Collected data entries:
-- Opening Marker --

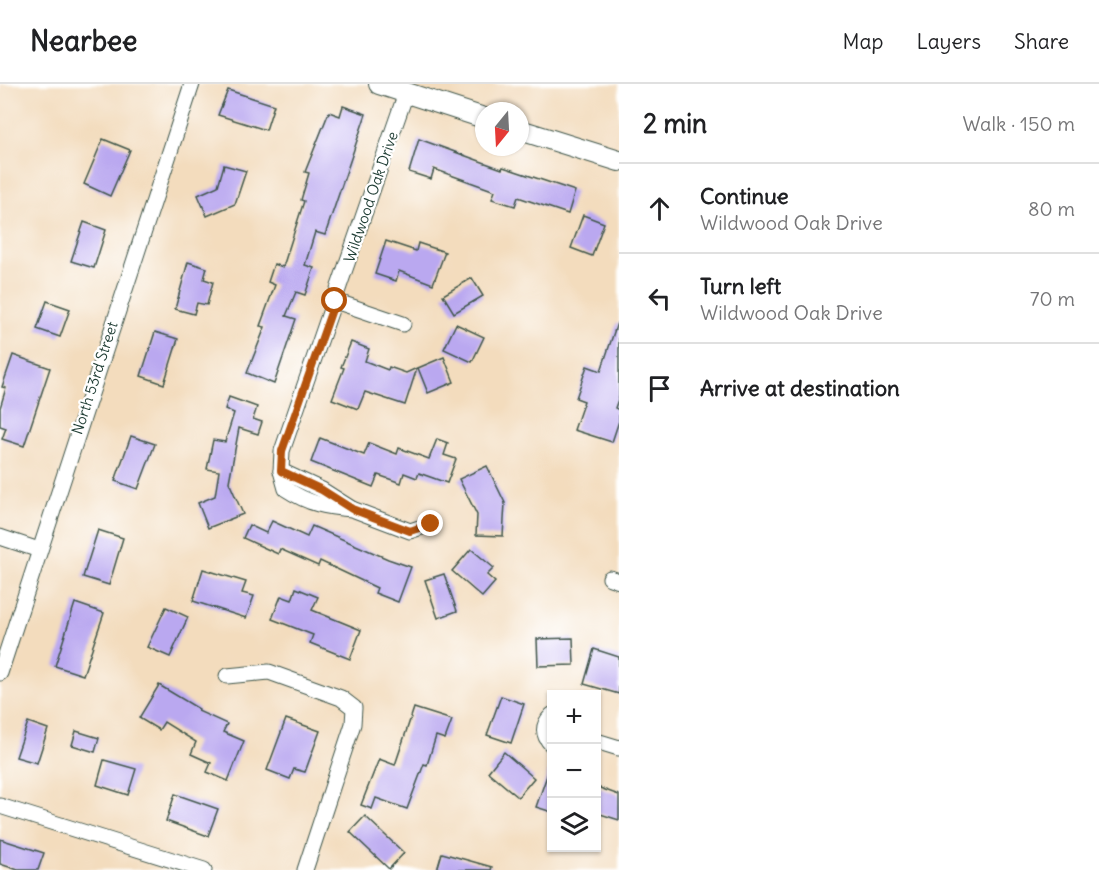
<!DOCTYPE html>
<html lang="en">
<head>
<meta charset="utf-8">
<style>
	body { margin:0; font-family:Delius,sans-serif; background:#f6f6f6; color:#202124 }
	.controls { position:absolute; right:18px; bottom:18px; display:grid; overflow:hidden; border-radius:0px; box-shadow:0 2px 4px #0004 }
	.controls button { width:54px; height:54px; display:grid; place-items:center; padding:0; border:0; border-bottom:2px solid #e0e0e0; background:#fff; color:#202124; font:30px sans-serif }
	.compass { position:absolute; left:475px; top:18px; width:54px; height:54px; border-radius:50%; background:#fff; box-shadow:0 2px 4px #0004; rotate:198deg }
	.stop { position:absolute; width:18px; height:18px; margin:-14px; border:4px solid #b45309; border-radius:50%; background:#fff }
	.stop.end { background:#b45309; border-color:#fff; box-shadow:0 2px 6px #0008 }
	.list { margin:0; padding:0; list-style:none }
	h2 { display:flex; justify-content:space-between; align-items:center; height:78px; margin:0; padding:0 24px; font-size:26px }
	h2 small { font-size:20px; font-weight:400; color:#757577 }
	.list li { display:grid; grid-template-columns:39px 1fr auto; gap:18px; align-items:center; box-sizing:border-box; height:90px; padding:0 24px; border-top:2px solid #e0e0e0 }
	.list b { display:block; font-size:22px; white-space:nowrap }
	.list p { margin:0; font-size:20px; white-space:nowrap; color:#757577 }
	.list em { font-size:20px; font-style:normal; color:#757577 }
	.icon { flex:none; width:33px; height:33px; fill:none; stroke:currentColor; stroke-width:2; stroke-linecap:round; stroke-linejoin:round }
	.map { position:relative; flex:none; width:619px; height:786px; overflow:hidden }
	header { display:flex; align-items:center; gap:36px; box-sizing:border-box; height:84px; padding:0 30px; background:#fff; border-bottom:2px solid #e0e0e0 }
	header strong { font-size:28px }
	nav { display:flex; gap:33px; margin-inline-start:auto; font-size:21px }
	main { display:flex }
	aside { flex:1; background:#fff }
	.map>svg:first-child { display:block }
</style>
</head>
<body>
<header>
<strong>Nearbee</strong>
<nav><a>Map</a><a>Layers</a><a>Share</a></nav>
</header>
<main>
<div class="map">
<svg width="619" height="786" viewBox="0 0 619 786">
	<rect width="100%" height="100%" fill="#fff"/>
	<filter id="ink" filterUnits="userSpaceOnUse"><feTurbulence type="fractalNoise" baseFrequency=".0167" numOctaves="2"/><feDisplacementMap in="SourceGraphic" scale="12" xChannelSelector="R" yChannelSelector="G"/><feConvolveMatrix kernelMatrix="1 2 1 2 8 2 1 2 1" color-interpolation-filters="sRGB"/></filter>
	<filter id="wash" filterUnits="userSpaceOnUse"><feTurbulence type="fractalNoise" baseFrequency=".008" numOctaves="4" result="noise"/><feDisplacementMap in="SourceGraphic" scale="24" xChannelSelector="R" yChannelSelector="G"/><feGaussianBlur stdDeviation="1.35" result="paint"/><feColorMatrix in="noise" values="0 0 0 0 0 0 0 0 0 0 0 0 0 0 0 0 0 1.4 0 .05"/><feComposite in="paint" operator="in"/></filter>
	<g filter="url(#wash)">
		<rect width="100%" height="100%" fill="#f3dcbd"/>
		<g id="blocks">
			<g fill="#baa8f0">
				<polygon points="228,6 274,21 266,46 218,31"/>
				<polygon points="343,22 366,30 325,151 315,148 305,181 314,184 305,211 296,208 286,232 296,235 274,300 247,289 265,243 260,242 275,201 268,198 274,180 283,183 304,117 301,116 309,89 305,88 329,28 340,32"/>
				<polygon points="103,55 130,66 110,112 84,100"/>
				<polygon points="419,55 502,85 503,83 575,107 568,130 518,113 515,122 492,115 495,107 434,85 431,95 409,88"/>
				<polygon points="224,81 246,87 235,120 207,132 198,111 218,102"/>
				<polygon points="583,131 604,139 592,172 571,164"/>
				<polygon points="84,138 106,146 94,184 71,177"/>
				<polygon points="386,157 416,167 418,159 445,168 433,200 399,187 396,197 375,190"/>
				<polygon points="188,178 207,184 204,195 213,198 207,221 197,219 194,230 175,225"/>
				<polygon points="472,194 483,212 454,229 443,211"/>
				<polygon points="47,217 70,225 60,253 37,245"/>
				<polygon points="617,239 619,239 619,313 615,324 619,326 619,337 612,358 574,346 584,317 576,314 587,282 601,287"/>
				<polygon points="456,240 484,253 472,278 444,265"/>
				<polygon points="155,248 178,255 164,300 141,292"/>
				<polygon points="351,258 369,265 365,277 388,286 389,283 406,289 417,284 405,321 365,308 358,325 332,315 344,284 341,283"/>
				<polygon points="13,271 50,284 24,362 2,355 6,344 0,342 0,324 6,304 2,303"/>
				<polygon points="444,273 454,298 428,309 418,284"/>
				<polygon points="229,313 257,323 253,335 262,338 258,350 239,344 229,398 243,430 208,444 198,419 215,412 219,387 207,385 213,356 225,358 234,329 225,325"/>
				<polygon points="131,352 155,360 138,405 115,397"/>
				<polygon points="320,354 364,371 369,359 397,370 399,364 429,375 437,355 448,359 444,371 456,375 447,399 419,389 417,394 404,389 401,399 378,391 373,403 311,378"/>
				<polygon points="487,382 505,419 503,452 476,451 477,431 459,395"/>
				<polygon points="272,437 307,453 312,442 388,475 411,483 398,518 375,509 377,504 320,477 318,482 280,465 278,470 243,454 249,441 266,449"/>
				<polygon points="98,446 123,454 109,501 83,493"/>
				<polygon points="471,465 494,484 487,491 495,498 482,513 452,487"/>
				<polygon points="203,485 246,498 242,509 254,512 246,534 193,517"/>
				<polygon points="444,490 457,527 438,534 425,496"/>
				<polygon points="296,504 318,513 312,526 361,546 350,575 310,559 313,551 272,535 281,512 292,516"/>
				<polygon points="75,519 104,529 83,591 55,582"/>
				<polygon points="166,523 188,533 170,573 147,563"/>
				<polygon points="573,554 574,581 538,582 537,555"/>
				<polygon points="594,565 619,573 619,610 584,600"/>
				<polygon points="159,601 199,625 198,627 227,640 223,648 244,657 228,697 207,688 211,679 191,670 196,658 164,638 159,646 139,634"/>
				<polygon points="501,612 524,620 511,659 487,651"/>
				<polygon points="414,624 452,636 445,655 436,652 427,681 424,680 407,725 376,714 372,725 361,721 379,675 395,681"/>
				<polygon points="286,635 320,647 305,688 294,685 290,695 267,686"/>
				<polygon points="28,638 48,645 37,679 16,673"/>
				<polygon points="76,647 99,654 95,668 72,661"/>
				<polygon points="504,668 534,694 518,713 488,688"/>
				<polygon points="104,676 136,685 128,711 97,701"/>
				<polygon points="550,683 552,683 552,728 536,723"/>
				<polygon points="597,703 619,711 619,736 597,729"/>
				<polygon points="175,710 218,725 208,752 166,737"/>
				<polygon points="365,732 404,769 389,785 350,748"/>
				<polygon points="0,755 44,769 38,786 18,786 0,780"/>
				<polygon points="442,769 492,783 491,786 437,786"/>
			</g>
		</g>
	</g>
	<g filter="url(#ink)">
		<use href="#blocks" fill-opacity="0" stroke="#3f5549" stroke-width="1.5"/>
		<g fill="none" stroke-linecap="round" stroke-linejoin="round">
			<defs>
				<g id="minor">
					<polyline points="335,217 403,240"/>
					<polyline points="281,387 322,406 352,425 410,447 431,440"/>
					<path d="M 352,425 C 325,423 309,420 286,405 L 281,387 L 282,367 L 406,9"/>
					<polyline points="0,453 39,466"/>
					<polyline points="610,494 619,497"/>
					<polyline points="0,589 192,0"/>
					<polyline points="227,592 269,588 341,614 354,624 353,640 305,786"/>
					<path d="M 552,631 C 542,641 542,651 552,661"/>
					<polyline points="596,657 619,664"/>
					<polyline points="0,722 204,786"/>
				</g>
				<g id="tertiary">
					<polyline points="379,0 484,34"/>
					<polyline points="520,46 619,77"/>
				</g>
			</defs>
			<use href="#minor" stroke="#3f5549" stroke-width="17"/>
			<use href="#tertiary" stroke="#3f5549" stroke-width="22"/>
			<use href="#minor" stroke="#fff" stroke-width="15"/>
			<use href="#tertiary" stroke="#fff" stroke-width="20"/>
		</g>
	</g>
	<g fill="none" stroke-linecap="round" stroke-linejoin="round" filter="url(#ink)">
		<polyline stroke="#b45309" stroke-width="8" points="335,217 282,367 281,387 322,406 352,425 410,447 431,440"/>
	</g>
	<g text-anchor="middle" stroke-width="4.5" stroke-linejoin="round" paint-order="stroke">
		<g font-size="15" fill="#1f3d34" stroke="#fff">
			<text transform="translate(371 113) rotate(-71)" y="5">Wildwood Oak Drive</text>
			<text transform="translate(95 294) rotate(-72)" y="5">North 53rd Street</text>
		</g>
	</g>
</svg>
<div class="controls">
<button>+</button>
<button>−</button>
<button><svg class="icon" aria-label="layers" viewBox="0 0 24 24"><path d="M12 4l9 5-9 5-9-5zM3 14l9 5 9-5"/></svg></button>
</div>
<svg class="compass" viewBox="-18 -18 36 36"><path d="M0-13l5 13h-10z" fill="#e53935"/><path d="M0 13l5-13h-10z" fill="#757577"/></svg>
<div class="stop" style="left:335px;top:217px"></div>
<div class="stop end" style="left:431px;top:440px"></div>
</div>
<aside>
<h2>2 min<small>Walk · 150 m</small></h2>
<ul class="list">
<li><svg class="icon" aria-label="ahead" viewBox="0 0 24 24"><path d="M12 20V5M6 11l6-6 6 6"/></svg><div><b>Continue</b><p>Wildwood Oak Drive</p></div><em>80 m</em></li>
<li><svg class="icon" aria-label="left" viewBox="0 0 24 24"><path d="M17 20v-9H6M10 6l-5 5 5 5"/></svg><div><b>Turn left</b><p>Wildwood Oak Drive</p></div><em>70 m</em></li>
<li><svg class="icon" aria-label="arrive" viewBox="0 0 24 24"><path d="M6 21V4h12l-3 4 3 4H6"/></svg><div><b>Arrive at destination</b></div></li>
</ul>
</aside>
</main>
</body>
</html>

-- Closing Marker --
-- Opening Marker --

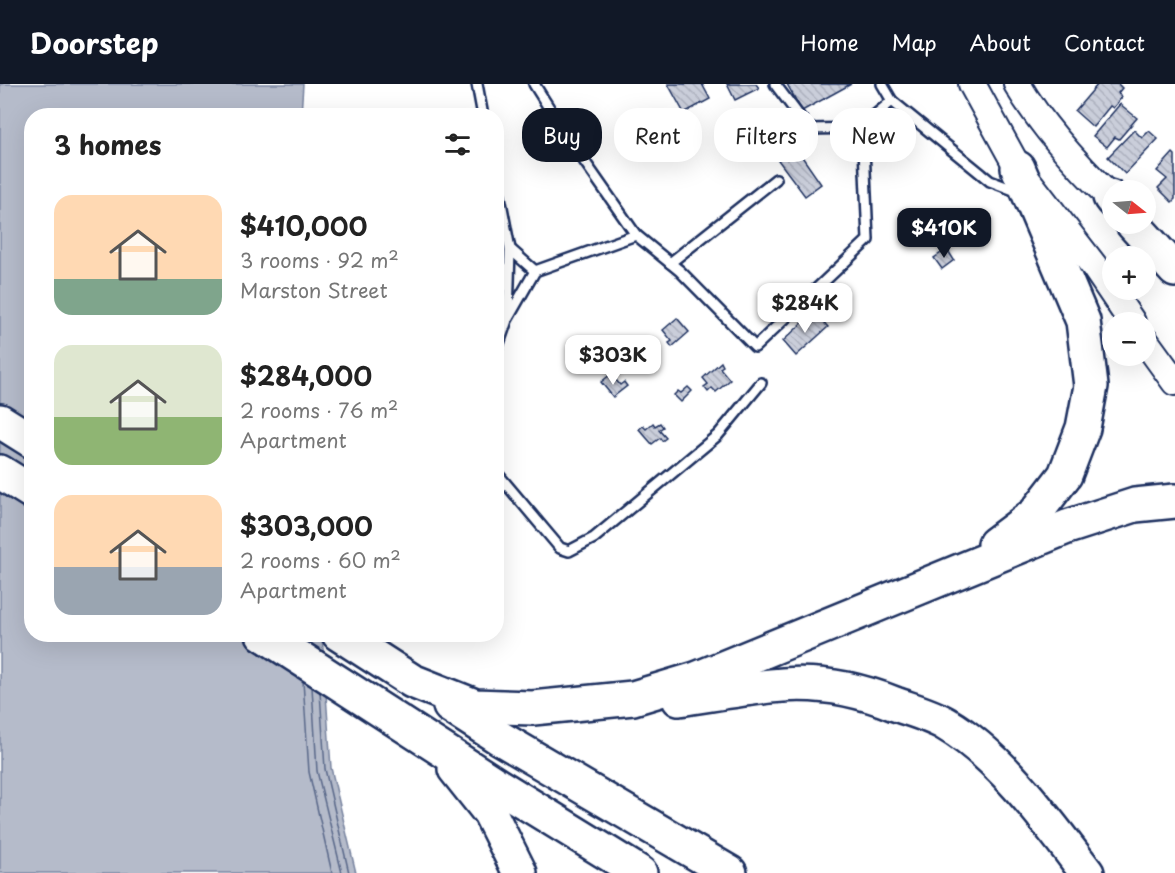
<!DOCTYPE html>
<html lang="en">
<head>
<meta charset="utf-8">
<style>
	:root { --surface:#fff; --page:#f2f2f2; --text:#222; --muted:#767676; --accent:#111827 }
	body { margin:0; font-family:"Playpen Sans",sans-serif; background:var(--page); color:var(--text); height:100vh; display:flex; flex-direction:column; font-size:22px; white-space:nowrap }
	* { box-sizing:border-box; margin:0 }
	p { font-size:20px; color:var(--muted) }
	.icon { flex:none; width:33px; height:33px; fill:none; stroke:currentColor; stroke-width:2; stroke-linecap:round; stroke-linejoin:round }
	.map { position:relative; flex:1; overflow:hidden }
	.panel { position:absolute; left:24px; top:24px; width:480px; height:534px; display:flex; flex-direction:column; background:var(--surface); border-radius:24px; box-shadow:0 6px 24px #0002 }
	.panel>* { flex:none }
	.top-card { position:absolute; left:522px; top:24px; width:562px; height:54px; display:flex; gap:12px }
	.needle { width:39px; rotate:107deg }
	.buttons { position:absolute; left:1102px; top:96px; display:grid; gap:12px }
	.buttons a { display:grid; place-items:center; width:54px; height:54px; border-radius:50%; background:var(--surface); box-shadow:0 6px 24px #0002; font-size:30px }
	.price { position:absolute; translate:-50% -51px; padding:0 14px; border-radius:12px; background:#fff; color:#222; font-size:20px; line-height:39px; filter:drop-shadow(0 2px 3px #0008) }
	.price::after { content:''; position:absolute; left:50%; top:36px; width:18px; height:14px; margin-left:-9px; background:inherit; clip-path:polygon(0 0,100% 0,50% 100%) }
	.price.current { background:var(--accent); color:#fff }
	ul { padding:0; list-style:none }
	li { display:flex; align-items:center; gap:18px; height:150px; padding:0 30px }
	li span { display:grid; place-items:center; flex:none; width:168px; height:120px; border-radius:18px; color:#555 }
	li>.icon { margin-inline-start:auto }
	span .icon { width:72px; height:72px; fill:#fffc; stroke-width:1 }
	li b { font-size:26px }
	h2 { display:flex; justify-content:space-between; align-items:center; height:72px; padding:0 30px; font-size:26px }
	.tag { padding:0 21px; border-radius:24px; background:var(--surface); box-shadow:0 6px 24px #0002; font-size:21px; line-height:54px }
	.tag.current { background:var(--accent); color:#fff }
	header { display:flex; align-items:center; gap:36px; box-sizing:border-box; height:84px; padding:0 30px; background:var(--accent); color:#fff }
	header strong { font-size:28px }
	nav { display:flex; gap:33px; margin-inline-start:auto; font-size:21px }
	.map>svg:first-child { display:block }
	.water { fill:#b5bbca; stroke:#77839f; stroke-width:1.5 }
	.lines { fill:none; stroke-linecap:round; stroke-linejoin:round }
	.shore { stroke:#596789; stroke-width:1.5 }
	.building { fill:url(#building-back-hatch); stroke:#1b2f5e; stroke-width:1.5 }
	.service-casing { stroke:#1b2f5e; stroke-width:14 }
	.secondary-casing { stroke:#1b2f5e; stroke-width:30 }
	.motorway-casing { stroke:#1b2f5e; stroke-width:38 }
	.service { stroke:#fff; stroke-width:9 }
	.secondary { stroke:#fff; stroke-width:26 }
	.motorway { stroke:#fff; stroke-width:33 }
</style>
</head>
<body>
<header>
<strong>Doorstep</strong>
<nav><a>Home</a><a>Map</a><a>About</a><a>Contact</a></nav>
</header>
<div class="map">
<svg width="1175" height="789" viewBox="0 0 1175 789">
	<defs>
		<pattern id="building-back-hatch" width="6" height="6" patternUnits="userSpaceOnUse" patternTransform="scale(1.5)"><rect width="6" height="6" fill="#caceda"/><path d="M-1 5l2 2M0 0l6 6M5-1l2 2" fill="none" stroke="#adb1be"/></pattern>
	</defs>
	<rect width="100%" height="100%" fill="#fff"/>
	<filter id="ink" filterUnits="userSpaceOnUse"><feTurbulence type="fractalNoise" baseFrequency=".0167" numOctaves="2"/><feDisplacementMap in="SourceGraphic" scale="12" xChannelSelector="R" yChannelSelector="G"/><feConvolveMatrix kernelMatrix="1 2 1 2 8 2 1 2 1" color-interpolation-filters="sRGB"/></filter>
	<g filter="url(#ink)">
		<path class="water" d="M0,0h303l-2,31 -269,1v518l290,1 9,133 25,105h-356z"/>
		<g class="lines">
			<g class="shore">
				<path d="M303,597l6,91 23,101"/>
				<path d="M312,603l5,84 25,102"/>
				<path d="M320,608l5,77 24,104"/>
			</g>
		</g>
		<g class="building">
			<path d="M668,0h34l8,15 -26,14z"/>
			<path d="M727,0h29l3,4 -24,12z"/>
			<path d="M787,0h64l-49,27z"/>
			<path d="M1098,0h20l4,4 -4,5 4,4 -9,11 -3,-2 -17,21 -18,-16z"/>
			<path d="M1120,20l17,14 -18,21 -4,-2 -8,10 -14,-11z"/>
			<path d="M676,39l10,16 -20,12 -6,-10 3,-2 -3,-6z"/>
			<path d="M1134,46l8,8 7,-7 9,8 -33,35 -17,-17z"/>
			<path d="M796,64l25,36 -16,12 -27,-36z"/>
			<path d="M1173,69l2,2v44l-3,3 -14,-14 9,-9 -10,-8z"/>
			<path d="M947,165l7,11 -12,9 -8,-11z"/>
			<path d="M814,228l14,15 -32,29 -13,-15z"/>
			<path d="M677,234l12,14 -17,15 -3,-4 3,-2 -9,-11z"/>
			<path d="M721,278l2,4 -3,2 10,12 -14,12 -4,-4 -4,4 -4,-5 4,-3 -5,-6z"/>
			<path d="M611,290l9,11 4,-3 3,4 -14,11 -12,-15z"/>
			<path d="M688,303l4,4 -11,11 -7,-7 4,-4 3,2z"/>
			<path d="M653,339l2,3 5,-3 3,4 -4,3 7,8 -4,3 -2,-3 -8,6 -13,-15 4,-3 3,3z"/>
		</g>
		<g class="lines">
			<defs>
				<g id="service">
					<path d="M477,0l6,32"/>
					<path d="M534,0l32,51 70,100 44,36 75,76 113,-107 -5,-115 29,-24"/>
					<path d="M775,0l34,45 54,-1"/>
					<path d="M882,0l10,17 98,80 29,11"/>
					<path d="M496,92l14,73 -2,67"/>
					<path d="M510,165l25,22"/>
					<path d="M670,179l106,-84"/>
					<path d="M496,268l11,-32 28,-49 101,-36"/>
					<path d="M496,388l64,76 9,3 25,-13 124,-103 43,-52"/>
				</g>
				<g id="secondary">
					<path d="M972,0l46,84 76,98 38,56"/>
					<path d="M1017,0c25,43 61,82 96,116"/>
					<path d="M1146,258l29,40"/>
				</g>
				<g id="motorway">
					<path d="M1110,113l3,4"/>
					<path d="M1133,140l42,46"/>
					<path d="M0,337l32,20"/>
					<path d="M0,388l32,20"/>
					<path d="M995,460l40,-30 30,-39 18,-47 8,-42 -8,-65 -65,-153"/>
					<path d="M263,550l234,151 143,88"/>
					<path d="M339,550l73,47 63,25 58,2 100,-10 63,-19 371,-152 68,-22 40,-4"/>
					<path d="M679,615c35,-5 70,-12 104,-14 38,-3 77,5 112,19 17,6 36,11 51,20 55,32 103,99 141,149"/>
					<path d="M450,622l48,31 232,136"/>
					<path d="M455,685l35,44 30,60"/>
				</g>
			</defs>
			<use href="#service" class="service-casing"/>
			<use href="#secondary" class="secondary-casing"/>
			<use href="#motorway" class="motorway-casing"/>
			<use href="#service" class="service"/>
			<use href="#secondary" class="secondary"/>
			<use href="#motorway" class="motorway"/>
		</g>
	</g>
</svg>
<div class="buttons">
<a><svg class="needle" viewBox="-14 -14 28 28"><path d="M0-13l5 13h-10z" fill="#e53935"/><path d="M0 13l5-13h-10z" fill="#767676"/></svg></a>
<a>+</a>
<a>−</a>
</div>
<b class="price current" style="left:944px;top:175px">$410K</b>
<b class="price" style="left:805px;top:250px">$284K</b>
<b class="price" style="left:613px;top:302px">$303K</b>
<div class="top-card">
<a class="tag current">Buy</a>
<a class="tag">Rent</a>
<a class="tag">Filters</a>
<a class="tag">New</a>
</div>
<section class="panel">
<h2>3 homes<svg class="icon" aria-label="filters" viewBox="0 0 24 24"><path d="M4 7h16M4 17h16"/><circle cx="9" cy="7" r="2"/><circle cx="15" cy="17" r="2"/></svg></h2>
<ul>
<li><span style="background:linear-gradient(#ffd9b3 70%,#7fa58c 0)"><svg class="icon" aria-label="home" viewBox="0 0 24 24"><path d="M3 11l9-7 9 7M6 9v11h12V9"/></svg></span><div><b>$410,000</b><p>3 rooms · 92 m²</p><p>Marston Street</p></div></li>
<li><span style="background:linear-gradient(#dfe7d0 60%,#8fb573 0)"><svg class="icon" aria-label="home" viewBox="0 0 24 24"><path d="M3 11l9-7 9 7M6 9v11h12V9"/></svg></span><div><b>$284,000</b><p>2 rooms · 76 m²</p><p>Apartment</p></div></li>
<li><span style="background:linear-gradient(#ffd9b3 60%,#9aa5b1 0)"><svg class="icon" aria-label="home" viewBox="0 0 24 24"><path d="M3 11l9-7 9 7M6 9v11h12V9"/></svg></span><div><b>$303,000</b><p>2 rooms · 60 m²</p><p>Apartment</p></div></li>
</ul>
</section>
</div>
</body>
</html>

-- Closing Marker --

**EXERCISE INSTRUCTIONS**: Scan the entries above and show each line that contains the word "buttons".

**TASK RESPONSE**:
	.buttons { position:absolute; left:1102px; top:96px; display:grid; gap:12px }
	.buttons a { display:grid; place-items:center; width:54px; height:54px; border-radius:50%; background:var(--surface); box-shadow:0 6px 24px #0002; font-size:30px }
<div class="buttons">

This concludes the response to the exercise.